Talking in Your Sleep
Sleep Number is one of the unexpected beneficiaries of the coronavirus pandemic. Severe quarantine restrictions made it difficult to spend outside the house. As a result, many people upgraded their home living conditions instead.
Paying $1,500 for a bed is considerably less expensive than spending two or three times that amount on a week at the beach. Folks that received a federal stimulus check that didnt need it to pay the bills could rationalize the purchase as being paid for with free money.
It appears that a lot of people had the same idea. Last year, Sleep Number recorded a 48% jump in operating cash flow while increasing fully diluted earnings per share (EPS) by 81%.
The company is guiding for EPS of at least $6.00 this year. That works out to a gain of 30% over last year after adjusting for an extra week of sales in 2020.

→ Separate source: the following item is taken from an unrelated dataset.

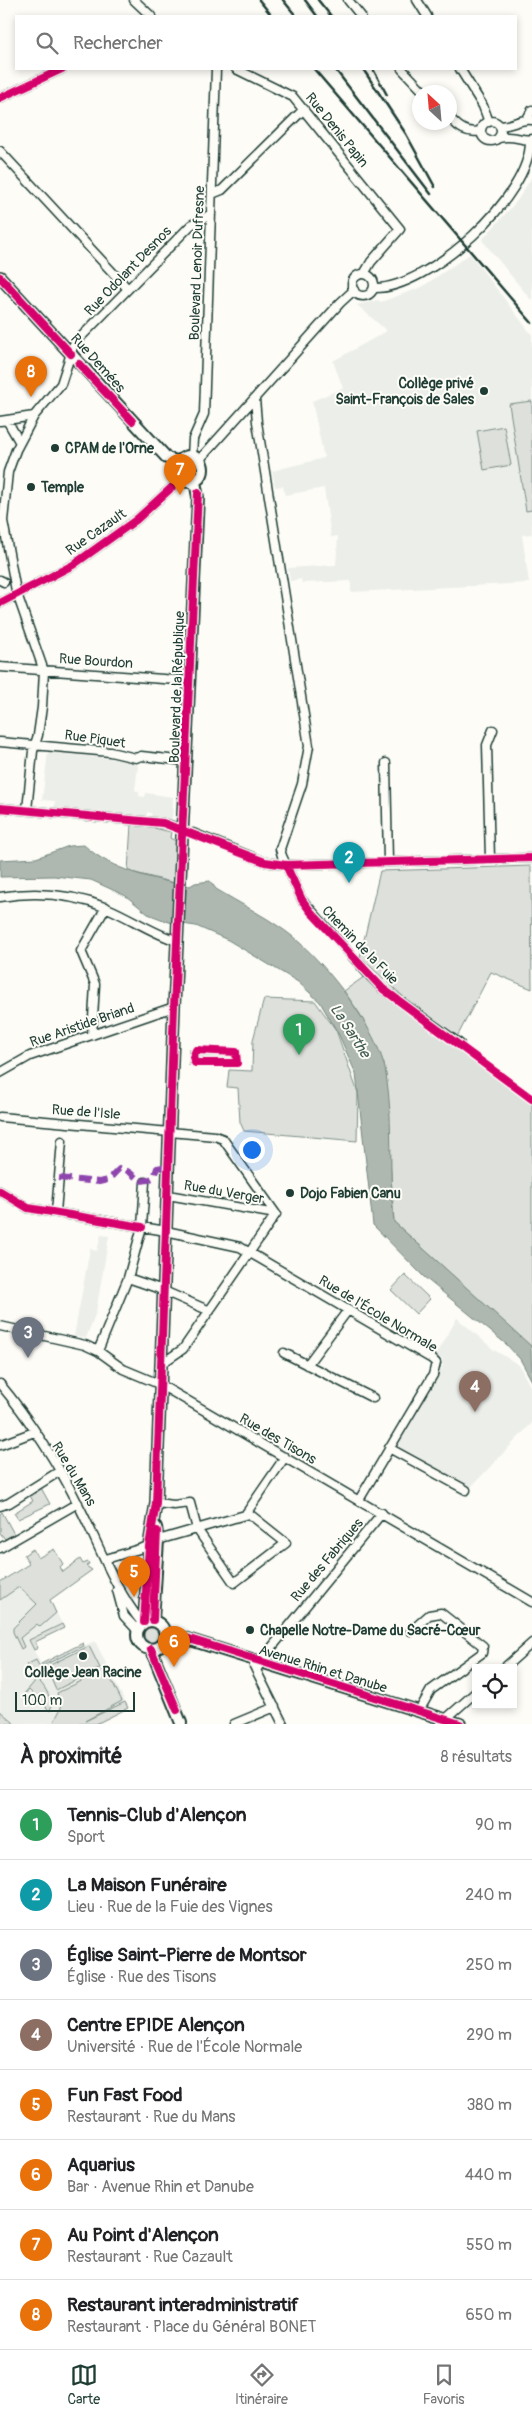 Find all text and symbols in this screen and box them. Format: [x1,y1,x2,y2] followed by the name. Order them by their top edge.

Driving that growth is the 360 Smart Bed. In addition to the usual hardware of a bed frame and mattress, the 360 Smart Bed uses software to communicate with a smartphone app that monitors sleep habits.
That makes Sleep Number a play on the Internet of Things (IoT). Your bed is no longer just a place to slumber. It is also a device that collects information about your personal habits and synthesizes that data to help you sleep better.
In that regard, perhaps Sleep Number really is a tech company after all. Its not the bed that makes it special. Its the way the bed is used to improve your life, which ultimately is the objective of all technologies.
Short-Sheeting Sleep Number
That being the case, Sleep Numbers forward price-to-earnings ratio (FPER) of 24 is not excessive. That is slightly more than the FPER of 22 for the S&P 500 Index but less than the multiple of 28 for the tech-heavy NASDAQ 100 Index.
The eight Wall Street analysts that follow Sleep Number arent sure what to make of the companys prospects. Five of them have it rated as hold or underperform, while only three advise buying it at its current share price.
Their average one-year price target of $131.75 is $10 below where the stock was trading last week. Apparently, the majority of them believe that SNBR is overvalued and likely to depreciate over the remainder of this year.
That lack of confidence in the stock has caught the attention of short-sellers. The number of shares sold short as a percentage of the float was 18.7% on March 15. A short interest above 20% of the float is considered very high.
The question for shareholders and short-sellers of Sleep Number is this: Was 2020 a pandemic-induced aberration or did it accelerate a trend that was already in place? The answer to that question will determine if 2021 will be a dream come true or a nightmare for one of the past years best-performing stocks.